In your reply, print every line of the listing exactly and omit all images.

### Recorded data
····················
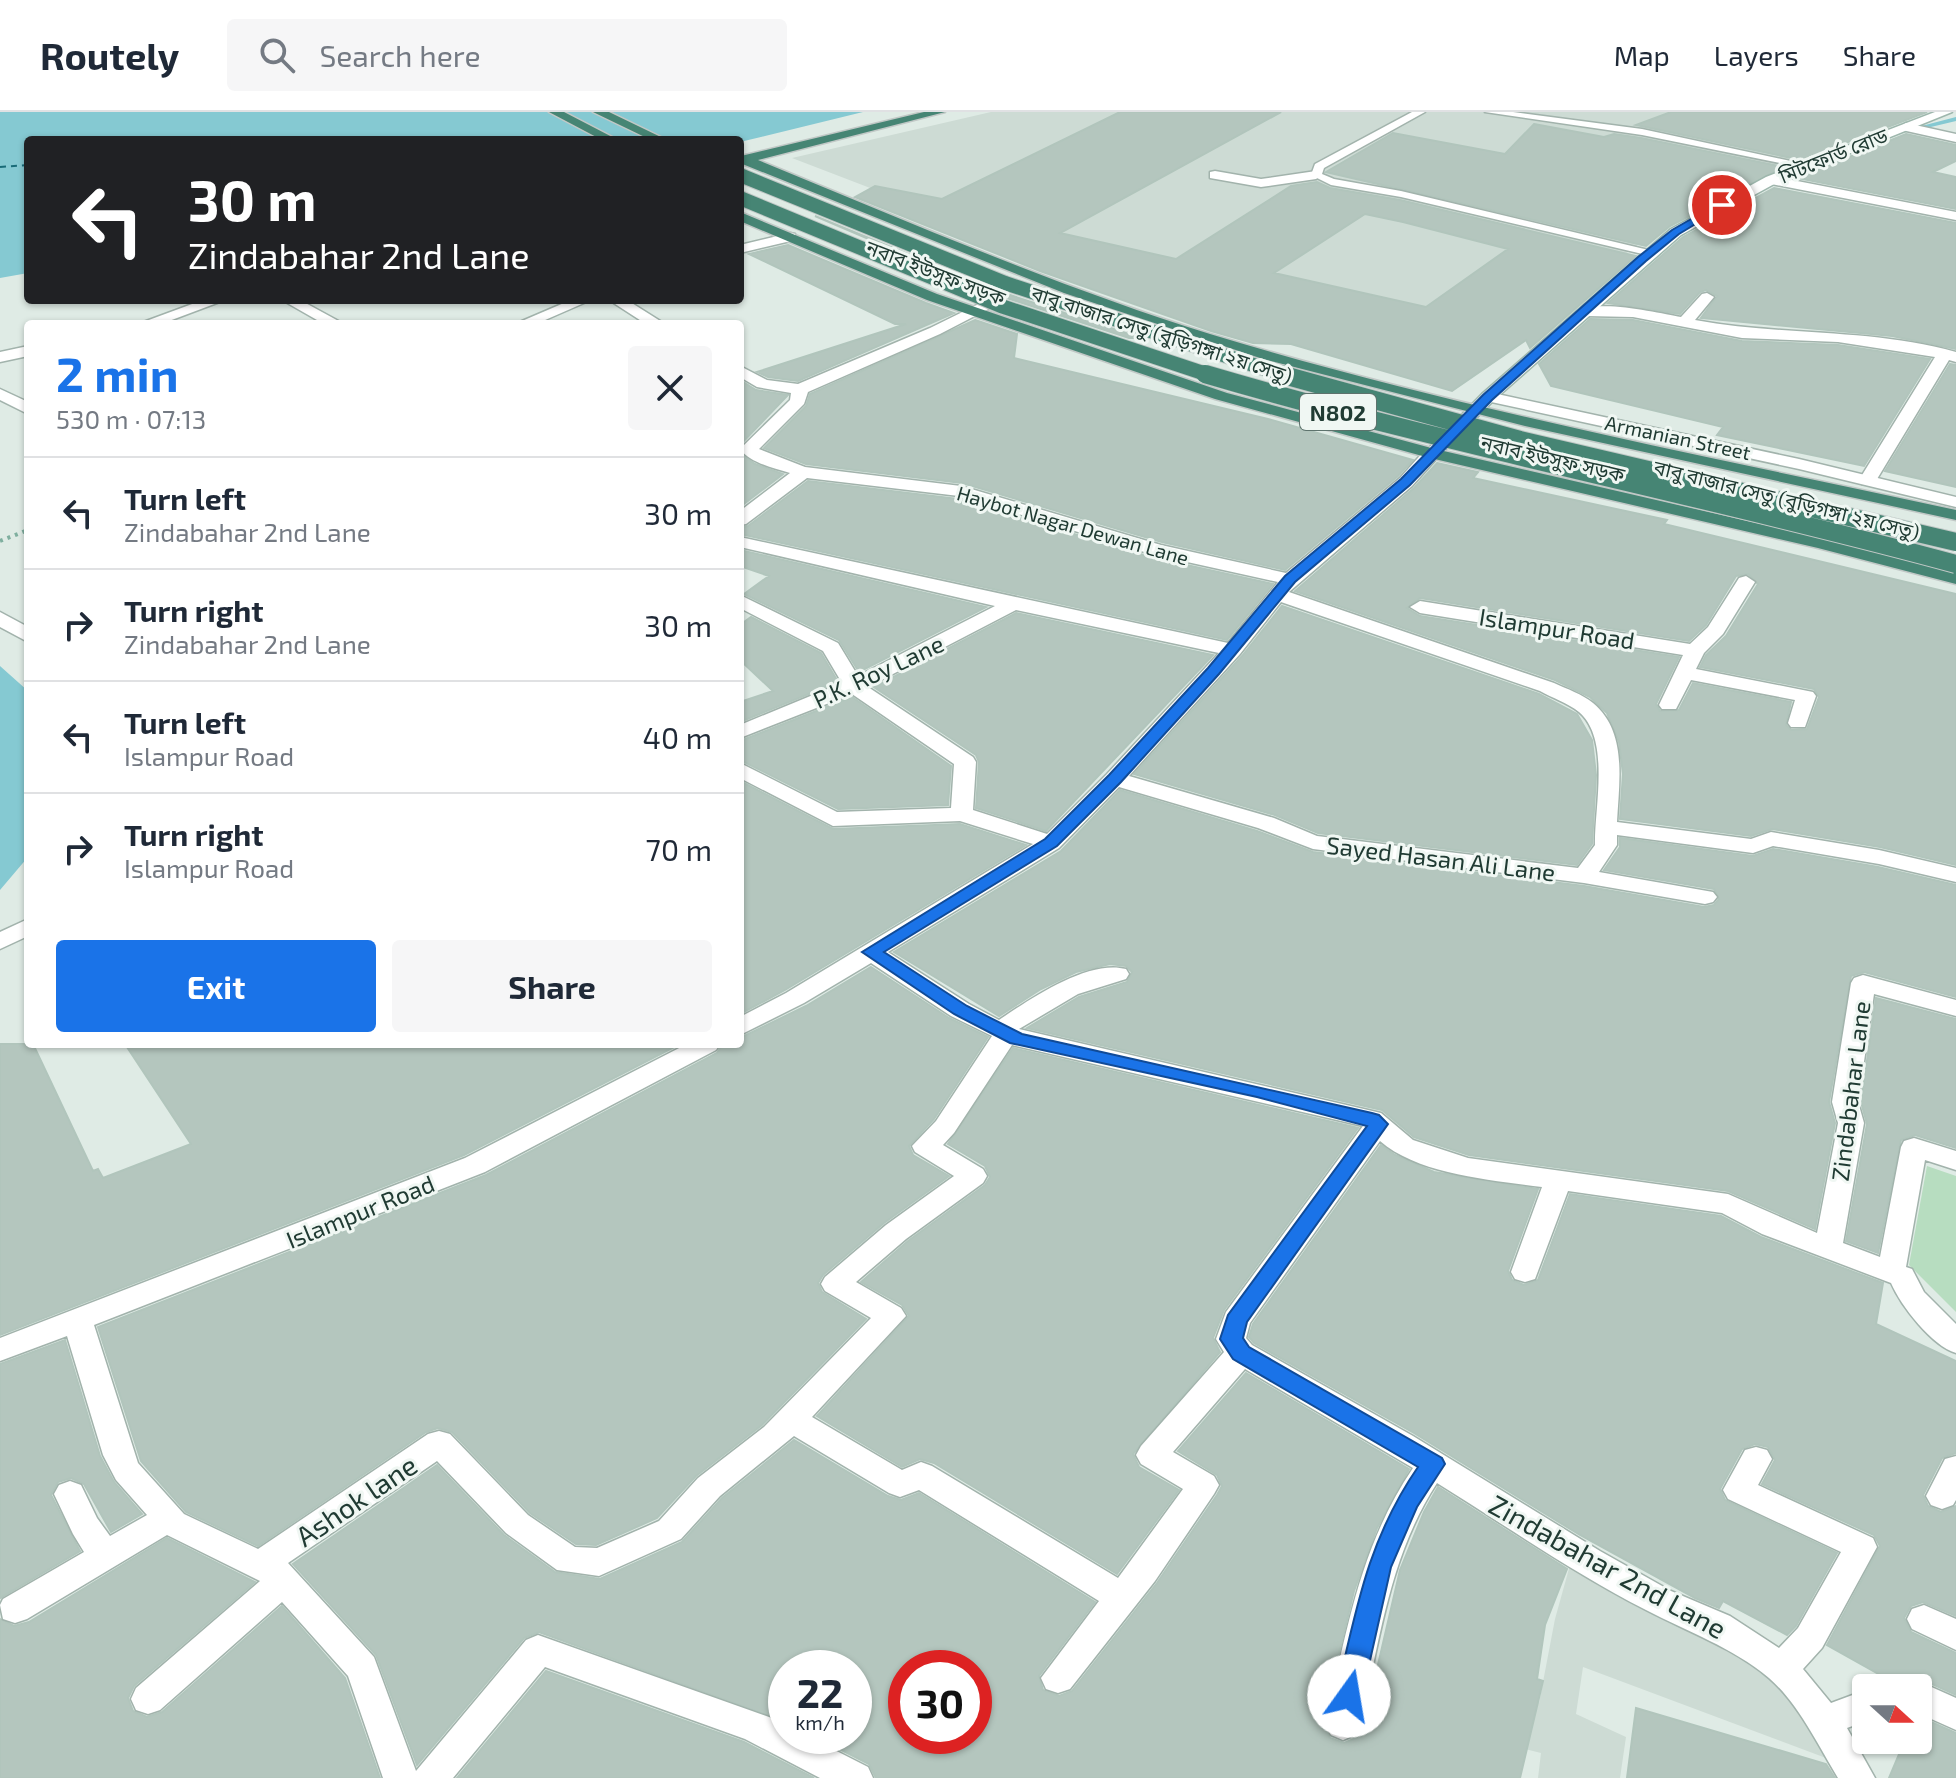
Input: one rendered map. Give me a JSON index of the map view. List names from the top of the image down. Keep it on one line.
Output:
{"streets":{"highway":["নবাব ইউসুফ সড়ক","বাবু বাজার সেতু (বুড়িগঙ্গা ২য় সেতু)","N802"],"street":["মিটফোর্ড রোড","Armanian Street","Haybot Nagar Dewan Lane","Islampur Road","P.K. Roy Lane","Sayed Hasan Ali Lane","Zindabahar Lane","Ashok lane","Zindabahar 2nd Lane"]},"crossings":[["মিটফোর্ড রোড","নবাব ইউসুফ সড়ক"],["মিটফোর্ড রোড","Armanian Street"],["নবাব ইউসুফ সড়ক","Armanian Street"],["Haybot Nagar Dewan Lane","Sayed Hasan Ali Lane"],["Islampur Road","Ashok lane"]],"north":"right","page":{"header":"Routely","search":"Search here","nav":["Map","Layers","Share"],"turn":["30 m","Zindabahar 2nd Lane"],"heading":["2 min","530 m · 07:13"],"list":[{"name":"Turn left","note":"Zindabahar 2nd Lane","value":"30 m"},{"name":"Turn right","note":"Zindabahar 2nd Lane","value":"30 m"},{"name":"Turn left","note":"Islampur Road","value":"40 m"},{"name":"Turn right","note":"Islampur Road","value":"70 m"}],"buttons":["Exit","Share"],"speed":"22 km/h","limit":"30"}}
····················
### Output for this exercise
Input: one rendered map. Give me a JSON index of the map view. List names from the top of the image down. Keep it on one line.
Output:
{"streets":{"highway":["নবাব ইউসুফ সড়ক","বাবু বাজার সেতু (বুড়িগঙ্গা ২য় সেতু)","N802"],"street":["মিটফোর্ড রোড","Armanian Street","Haybot Nagar Dewan Lane","Islampur Road","P.K. Roy Lane","Sayed Hasan Ali Lane","Zindabahar Lane","Ashok lane","Zindabahar 2nd Lane"]},"crossings":[["মিটফোর্ড রোড","নবাব ইউসুফ সড়ক"],["মিটফোর্ড রোড","Armanian Street"],["নবাব ইউসুফ সড়ক","Armanian Street"],["Haybot Nagar Dewan Lane","Sayed Hasan Ali Lane"],["Islampur Road","Ashok lane"]],"north":"right","page":{"header":"Routely","search":"Search here","nav":["Map","Layers","Share"],"turn":["30 m","Zindabahar 2nd Lane"],"heading":["2 min","530 m · 07:13"],"list":[{"name":"Turn left","note":"Zindabahar 2nd Lane","value":"30 m"},{"name":"Turn right","note":"Zindabahar 2nd Lane","value":"30 m"},{"name":"Turn left","note":"Islampur Road","value":"40 m"},{"name":"Turn right","note":"Islampur Road","value":"70 m"}],"buttons":["Exit","Share"],"speed":"22 km/h","limit":"30"}}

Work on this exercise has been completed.